Hâinlik, münafıklık alametidir. Münafıkların, münafık olduklarını delilleri ile ortaya koymak gerekir. Yoksa biz, müslümanlara karşı halk katında iftiracı durumuna düşmüş oluruz.
Hz. Peygamber (s.a.s.), münafıklar hakkında şöyle buyurmuştur:
“Münafığın alâmeti üçtür: Konuştuğu zaman yalan söyler, söz verince sözünden cayar, kendisine bir şey emanet edilince hıyanet eder.”
(Buhârî, Îmân, 24; Müslim, Îmân, 107-108; Buhârî, Şehâdât, 28, Vesâyâ, 8, Mezâlim, 17, Cizye 17, Edeb, 69; Tirmizî, Îmân, 14.)
Kâfirlik alameti olan münafıklık bir müslümanda bulunursa buna amelen münafıklık denir. Elbette amelen de benzememeye çalışılması lazımdır ki zamanla itikaden de benzeme tehlikesinden korunmuş olunur.
Hâinlik, köpeğin kurtla arkadaşlık yapması gibidir.
“Bir sürü için, o sürü köpeğinin kurtla arkadaşlık etmesinden daha büyük bir bela yoktur.”
Abdurrahman Câmî
Hâinlik, kendi silahımızla vurulmak demektir.
Hâinlik, ajanlıktır bir bakıma.
“Kendi silahımızla vurulduk mu, acısı bir kat daha ağır olur.”
Ezop
Hâinlik, ya kâfirlikten, ya iman zayıflığından ya da ictihad hatasından kaynaklanır.
Kâfirlikten çıkan hâinlik ile ictihaddan çıkan hâinlik devam eder. Çünkü kâfirlikten çıkan hıyanet, kendi inancı gereğidir.
İctihaddan çıkan hıyanet ise doğru yaptığına inandığı için devam eder.

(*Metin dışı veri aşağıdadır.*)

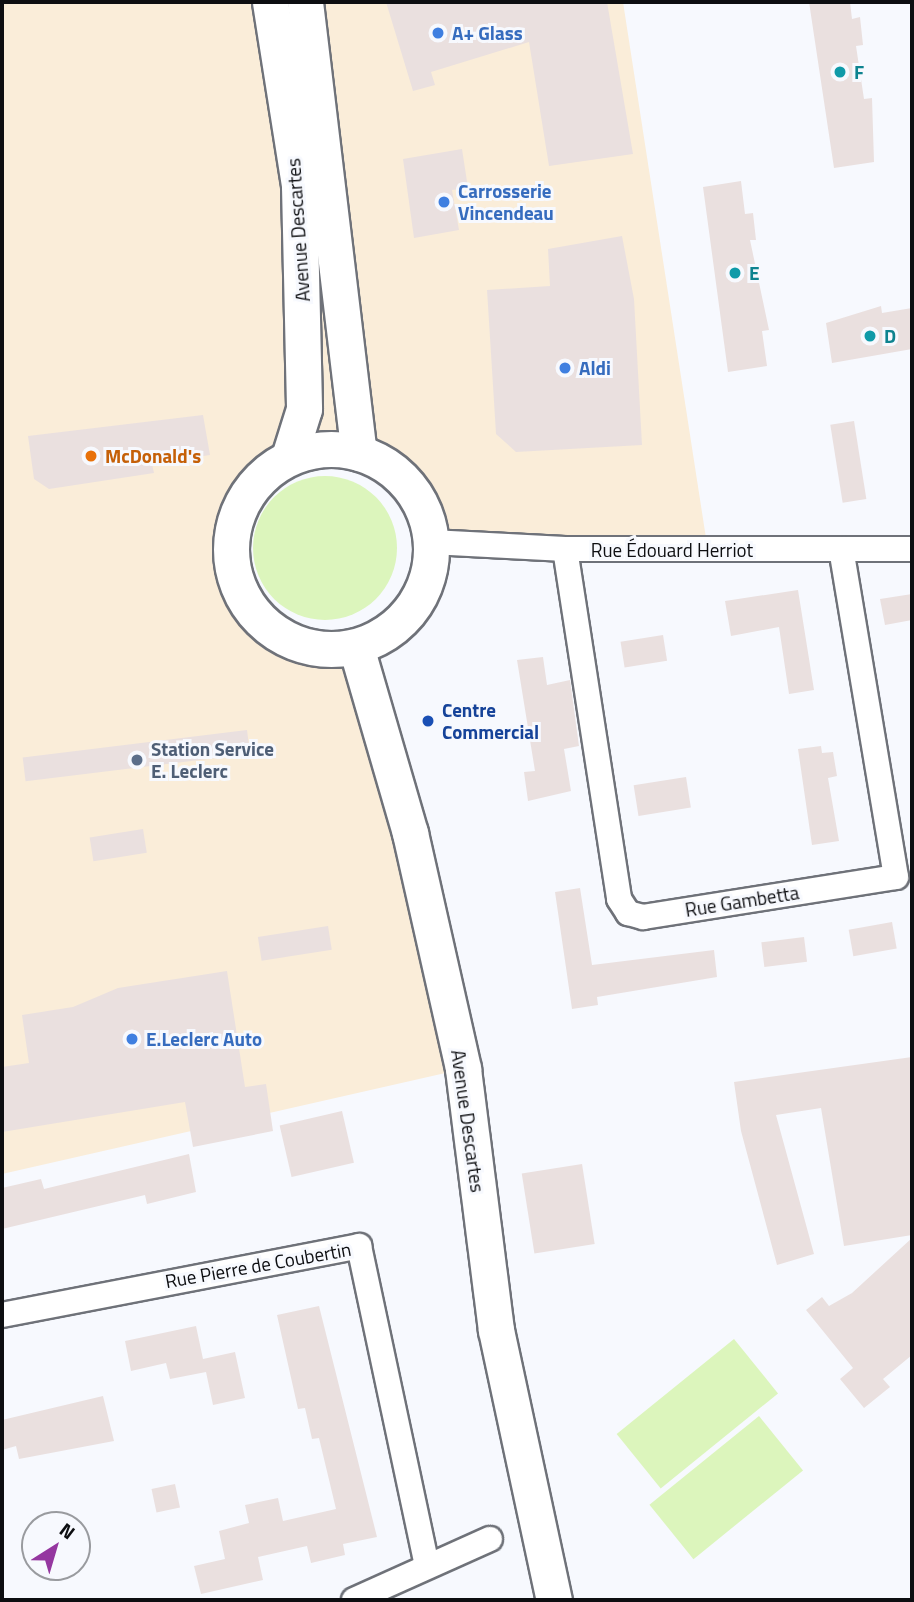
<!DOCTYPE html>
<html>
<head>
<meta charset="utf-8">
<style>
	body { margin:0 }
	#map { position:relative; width:914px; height:1602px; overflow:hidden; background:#f7f9fe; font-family:"Titillium Web",sans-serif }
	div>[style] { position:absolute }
	.commercial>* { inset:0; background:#faedd9 }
	.green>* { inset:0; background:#dcf5bc; transform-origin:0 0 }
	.round { border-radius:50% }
	.building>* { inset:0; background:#eae0df; transform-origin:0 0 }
	.roads { filter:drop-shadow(2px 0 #6f7279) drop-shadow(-2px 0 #6f7279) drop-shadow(0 2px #6f7279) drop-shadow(0 -2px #6f7279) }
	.minor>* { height:24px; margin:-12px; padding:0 12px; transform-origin:12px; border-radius:12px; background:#fff }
	.secondary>* { height:35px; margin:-17.5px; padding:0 17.5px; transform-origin:17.5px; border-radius:17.5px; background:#fff }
	.secondary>.ring { margin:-17.5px; padding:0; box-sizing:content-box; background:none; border:35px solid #fff; border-radius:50% }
	.dots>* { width:19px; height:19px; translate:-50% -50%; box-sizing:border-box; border:4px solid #f7f9fe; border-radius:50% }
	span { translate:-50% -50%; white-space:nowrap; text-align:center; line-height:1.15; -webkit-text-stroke:6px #f7f9fe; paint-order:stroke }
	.shop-label { font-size:19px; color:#366cbe; font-weight:700 }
	.left { translate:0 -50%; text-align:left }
	.culture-label { font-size:19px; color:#0d838f; font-weight:700 }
	.street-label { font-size:19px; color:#0d0e11 }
	.food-label { font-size:19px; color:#c56008; font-weight:700 }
	.transit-label { font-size:19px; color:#164399; font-weight:700 }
	.service-label { font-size:19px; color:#4e5e75; font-weight:700 }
	.frame { position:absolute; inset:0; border:4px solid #0d0e11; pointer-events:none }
	.north { position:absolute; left:21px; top:1511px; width:70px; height:70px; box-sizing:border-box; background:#f7f9fe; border:2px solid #999b9f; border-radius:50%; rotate:37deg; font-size:19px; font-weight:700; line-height:28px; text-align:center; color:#0d0e11 }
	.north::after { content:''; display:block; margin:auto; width:24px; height:32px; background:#9537a0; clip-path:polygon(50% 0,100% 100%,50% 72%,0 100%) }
</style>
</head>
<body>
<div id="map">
	<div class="commercial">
		<div style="clip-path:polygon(2px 2px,623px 2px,708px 551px,431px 542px,422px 507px,385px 465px,359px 453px,267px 471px,233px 524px,238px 589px,250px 610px,289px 641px,313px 648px,356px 647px,463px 1069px,2px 1174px)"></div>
	</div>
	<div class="green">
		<div class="round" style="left:253px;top:476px;width:144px;height:144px"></div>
		<div style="left:734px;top:1339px;width:70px;height:151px;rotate:51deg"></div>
		<div style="left:759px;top:1416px;width:70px;height:141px;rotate:51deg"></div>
	</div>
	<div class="building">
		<div style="clip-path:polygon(386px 2px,607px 2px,633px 154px,549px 166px,529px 42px,431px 72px,435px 85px,413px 91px)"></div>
		<div style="clip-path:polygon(809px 2px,850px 2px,852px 19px,860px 17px,863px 45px,856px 46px,864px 99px,872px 98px,874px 162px,834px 168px)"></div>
		<div style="clip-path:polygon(462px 149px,468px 188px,452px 190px,459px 230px,414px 238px,403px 159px)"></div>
		<div style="clip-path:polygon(741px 181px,745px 214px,753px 213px,756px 240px,750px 240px,769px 330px,762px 331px,767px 366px,728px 372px,703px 187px)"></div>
		<div style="clip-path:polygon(622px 236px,634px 299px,642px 445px,516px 452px,496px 434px,487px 290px,550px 286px,548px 249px)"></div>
		<div style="clip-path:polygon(881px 306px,882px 313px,912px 308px,912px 349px,832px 363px,826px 323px)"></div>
		<div style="clip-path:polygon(203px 415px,210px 455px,152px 464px,154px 473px,49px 489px,34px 479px,28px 436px)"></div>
		<div style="left:854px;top:421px;width:79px;height:24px;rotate:81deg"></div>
		<div style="clip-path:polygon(798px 590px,814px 690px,789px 694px,779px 627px,731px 636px,725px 601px)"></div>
		<div style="clip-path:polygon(912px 594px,912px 620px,885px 625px,880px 599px)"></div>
		<div style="left:663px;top:635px;width:26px;height:43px;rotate:81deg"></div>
		<div style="clip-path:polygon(543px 657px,547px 685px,570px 680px,579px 746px,564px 749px,571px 791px,528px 801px,524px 772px,535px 771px,517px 660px)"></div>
		<div style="left:247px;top:730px;width:24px;height:226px;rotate:83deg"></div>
		<div style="clip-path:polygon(821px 746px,822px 753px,833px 752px,837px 776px,828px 778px,839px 841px,812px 845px,798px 749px)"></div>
		<div style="left:686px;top:777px;width:31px;height:53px;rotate:81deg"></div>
		<div style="left:143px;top:829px;width:24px;height:54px;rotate:81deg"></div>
		<div style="clip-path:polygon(580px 888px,592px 965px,714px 950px,717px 977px,597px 997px,598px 1005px,572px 1009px,555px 892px)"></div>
		<div style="left:892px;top:922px;width:27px;height:44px;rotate:80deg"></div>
		<div style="left:328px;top:926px;width:24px;height:71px;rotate:81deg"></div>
		<div style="left:804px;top:937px;width:25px;height:43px;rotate:83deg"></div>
		<div style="clip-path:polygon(227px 971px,245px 1087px,266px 1084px,273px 1131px,193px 1147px,185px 1102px,2px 1132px,2px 1067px,29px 1063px,22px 1015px,73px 1007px,118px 988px)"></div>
		<div style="clip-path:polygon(912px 1057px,912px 1235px,844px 1246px,821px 1108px,776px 1115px,814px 1254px,777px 1265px,741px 1131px,734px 1082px)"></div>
		<div style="left:342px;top:1111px;width:53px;height:64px;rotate:77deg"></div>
		<div style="clip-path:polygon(189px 1154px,196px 1192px,147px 1204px,145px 1195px,2px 1229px,2px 1188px,41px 1179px,44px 1189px)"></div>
		<div style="left:582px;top:1164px;width:81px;height:61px;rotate:81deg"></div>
		<div style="clip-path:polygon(912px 1238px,912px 1355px,883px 1379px,890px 1387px,864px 1408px,840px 1379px,853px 1368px,806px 1310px,822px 1297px,829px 1306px,852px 1293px)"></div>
		<div style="clip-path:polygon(319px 1306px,377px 1537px,343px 1544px,345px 1555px,311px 1563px,307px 1546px,258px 1557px,263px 1580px,201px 1594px,194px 1566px,225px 1559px,219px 1531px,249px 1523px,245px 1505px,278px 1498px,283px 1521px,336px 1509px,319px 1438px,312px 1439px,305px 1408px,298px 1409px,277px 1315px)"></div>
		<div style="clip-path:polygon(196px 1326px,203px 1359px,235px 1352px,245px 1398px,213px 1405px,206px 1372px,170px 1379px,166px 1363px,131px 1371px,125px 1341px)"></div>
		<div style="clip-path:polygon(103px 1396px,114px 1441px,19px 1459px,16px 1446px,2px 1450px,2px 1420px)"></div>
		<div style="left:175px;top:1484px;width:24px;height:24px;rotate:78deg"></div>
	</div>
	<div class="roads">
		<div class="minor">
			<div style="left:431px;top:542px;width:134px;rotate:3deg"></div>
			<div style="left:565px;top:549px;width:347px"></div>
			<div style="left:565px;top:549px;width:354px;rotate:81.2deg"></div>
			<div style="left:619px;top:899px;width:17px;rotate:57deg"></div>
			<div style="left:628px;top:913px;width:16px;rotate:15deg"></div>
			<div style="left:643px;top:917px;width:256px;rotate:-9deg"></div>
			<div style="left:896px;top:877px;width:332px;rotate:-99.5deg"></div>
			<div style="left:2px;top:1315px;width:364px;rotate:-10.9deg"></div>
			<div style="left:359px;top:1246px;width:327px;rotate:78deg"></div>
			<div style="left:354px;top:1600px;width:149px;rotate:-24.2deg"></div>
		</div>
		<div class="secondary">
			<div style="left:270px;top:2px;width:186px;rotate:81deg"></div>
			<div style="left:299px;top:186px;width:223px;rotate:88.7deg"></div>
			<div style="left:304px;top:409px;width:50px;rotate:107.4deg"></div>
			<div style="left:305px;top:2px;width:454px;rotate:83.2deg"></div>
			<div class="ring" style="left:231px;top:449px;width:165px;height:165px"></div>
			<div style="left:356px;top:647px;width:194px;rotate:73.8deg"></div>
			<div style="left:410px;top:833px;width:242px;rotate:77.3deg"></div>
			<div style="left:463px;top:1069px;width:263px;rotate:82.8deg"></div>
			<div style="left:496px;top:1330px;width:276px;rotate:77.9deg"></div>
		</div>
	</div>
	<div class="dots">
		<div style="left:438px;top:33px;background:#3f7fe0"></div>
		<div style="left:840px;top:72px;background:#0f9aa8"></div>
		<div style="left:444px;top:202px;background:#3f7fe0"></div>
		<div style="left:735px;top:273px;background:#0f9aa8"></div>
		<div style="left:870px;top:336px;background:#0f9aa8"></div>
		<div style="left:565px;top:368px;background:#3f7fe0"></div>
		<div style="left:91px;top:456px;background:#e8710a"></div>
		<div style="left:428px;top:721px;background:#1a4fb4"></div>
		<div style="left:137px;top:760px;background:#5c6f8a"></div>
		<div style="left:132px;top:1039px;background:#3f7fe0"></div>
	</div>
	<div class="shop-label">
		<span class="left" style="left:452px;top:33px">A+ Glass</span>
		<span class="left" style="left:458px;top:202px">Carrosserie<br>Vincendeau</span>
		<span class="left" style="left:579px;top:368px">Aldi</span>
		<span class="left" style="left:146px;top:1039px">E.Leclerc Auto</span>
	</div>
	<div class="culture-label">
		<span class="left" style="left:854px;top:72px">F</span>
		<span class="left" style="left:749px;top:273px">E</span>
		<span class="left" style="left:884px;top:336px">D</span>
	</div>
	<div class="street-label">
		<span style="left:298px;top:230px;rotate:-94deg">Avenue Descartes</span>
		<span style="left:672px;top:550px">Rue Édouard Herriot</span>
		<span style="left:742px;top:901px;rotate:-9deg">Rue Gambetta</span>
		<span style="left:468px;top:1121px;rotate:82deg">Avenue Descartes</span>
		<span style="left:258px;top:1265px;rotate:-10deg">Rue Pierre de Coubertin</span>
	</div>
	<div class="food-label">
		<span class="left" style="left:105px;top:456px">McDonald's</span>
	</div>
	<div class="transit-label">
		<span class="left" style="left:442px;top:721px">Centre<br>Commercial</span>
	</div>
	<div class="service-label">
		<span class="left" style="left:151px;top:760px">Station Service<br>E. Leclerc</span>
	</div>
	<div class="frame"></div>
	<div class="north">N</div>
</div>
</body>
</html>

Ehliyetli olmayan, çevresinde kendisinden başka çaplı bir kimsenin olmadığı yapılanmalarda çevresinin de takdirine ve tebrikine aldanarak kendi ictihadı ile kendisini kutsar da ucup neticesinde yanlış ictihad neticesindeki hıyanet devam eder.
Buna karşı, bu gibi ictihadların isabetli olmadığını, seviyeli âlimler kurulunun ilmî delillerle isbat etmesi gerekir.

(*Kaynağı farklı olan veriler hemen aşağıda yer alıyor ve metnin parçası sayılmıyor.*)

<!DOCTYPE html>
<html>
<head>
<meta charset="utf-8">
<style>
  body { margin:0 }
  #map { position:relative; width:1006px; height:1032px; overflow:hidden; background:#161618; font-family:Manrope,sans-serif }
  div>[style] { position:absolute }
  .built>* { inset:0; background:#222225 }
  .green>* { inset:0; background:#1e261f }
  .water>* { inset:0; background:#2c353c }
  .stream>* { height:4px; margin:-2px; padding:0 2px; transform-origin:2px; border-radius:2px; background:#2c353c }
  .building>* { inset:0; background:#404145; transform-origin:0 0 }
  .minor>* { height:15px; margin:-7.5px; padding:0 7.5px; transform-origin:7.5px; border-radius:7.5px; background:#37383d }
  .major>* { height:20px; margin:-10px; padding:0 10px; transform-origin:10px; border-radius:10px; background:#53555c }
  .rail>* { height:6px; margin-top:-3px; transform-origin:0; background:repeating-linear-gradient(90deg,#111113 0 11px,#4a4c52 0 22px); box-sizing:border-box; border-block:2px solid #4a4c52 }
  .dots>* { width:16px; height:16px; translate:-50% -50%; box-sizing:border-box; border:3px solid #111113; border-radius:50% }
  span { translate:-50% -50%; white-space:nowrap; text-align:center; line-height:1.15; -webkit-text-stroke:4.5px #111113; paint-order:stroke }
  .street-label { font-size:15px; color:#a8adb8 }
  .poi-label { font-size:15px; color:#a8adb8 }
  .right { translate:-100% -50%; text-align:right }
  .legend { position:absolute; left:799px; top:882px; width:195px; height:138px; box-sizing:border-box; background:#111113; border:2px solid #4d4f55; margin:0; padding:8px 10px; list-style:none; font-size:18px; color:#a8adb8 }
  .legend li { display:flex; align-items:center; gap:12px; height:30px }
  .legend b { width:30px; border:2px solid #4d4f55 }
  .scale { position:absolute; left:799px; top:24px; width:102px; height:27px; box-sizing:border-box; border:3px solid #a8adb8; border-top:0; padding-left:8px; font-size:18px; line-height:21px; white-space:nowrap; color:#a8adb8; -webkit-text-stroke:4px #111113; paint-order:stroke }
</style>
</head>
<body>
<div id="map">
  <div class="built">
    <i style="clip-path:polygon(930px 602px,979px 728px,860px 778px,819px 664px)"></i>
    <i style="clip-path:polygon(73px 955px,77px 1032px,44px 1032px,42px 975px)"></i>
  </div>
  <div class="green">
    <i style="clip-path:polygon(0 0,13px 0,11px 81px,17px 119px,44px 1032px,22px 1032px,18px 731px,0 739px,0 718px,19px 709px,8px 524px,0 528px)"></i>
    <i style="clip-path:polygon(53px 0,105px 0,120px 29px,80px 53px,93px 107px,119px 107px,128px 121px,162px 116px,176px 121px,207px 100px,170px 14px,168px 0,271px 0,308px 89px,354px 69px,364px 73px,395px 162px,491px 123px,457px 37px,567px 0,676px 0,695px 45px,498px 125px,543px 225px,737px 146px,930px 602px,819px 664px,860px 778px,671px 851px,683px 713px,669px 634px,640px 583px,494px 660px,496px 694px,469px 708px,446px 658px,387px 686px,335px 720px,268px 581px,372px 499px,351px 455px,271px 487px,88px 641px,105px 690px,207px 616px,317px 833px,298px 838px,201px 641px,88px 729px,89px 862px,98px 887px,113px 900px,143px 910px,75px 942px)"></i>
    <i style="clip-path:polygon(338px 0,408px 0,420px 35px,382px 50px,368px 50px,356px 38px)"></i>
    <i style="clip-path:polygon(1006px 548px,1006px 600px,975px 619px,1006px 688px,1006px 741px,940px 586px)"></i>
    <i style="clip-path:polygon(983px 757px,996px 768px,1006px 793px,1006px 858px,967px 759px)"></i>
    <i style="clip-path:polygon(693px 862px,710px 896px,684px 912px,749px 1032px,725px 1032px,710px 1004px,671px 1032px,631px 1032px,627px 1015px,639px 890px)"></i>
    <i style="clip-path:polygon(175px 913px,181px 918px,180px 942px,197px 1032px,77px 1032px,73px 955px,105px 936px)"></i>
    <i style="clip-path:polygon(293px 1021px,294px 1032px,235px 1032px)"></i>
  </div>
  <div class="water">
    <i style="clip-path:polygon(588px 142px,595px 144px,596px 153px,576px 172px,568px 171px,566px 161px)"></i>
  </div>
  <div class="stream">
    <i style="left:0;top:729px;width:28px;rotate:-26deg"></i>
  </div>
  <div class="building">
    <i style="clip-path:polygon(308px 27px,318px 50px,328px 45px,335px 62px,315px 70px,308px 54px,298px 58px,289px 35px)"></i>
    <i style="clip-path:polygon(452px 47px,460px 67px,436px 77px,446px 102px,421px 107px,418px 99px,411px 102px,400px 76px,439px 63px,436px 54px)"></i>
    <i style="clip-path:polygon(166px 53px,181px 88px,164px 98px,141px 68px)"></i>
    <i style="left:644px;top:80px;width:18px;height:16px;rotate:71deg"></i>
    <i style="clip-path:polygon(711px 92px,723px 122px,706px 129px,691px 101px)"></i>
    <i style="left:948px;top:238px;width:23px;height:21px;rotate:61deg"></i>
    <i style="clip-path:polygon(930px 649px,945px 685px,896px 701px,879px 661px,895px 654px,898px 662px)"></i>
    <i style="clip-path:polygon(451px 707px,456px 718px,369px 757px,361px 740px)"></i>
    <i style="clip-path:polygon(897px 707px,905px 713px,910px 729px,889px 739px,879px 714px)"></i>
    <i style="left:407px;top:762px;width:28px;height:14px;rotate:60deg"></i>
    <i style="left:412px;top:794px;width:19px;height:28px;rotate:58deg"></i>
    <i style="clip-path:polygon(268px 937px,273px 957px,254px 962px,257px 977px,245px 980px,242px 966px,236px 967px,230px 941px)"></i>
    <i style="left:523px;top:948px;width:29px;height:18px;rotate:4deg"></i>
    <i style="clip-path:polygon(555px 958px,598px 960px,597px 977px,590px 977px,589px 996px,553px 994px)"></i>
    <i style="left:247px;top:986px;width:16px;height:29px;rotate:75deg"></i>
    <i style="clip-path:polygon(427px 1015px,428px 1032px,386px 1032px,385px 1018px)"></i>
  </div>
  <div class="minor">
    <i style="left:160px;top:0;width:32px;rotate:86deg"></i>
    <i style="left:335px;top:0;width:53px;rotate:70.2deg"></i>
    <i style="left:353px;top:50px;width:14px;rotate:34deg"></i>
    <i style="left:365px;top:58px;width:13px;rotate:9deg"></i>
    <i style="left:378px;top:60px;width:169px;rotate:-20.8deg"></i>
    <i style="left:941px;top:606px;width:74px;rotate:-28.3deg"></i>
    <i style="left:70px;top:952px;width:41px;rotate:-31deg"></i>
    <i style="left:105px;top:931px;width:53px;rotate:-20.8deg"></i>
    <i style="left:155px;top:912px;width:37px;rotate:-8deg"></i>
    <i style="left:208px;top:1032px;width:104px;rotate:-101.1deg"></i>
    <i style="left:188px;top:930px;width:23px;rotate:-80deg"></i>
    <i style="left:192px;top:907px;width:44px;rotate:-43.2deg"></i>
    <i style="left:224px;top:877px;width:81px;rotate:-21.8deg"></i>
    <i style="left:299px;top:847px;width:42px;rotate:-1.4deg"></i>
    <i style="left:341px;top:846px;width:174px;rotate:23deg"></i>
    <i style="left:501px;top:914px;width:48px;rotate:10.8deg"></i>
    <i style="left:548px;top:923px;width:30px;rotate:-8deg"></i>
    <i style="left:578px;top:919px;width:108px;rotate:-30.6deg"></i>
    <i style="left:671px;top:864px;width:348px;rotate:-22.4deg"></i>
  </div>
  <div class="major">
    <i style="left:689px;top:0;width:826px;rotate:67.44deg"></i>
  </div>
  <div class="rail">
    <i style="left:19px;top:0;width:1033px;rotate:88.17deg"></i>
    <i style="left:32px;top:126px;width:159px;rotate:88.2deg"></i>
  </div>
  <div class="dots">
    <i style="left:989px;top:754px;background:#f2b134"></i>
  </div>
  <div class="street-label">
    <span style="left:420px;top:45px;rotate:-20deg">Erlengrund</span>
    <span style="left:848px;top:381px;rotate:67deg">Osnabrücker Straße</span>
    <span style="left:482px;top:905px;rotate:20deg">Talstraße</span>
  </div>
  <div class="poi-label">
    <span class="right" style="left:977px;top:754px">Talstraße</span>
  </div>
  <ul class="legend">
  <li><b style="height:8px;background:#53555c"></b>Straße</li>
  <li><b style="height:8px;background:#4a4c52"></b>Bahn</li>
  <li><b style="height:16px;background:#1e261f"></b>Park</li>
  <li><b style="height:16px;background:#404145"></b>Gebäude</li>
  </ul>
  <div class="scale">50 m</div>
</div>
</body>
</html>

Gaflet, daha ziyade ya cehaletten doğar ya da günahlardan doğar.
Cehaletin verdiği gafletin çaresi, muttakî ve dünyaya eğilmeyen âlimlerden ilim almak ve terbiye görmektir.
Günahların verdiği gafletin çaresi, nasûh tövbe etmektir.
Nasûh tövbe, kalple, dil ve bedenle işlenen günahlardan ve bir daha günahlara dönmemek üzere yapılan tövbedir.
Hâinlerin işlerini kolaylaştıran gâfiller, uyandırılmalıdırlar.
Uyandırılmayı kabul etmeyen veya tekrar tekrar uyandırılmalarına rağmen gafletlerine devam eden gâfiller, hâin hükmündedirler. Bu hâinlerle gâfiller, âleme ilan edilmelidirler ki ibret alınabilsin.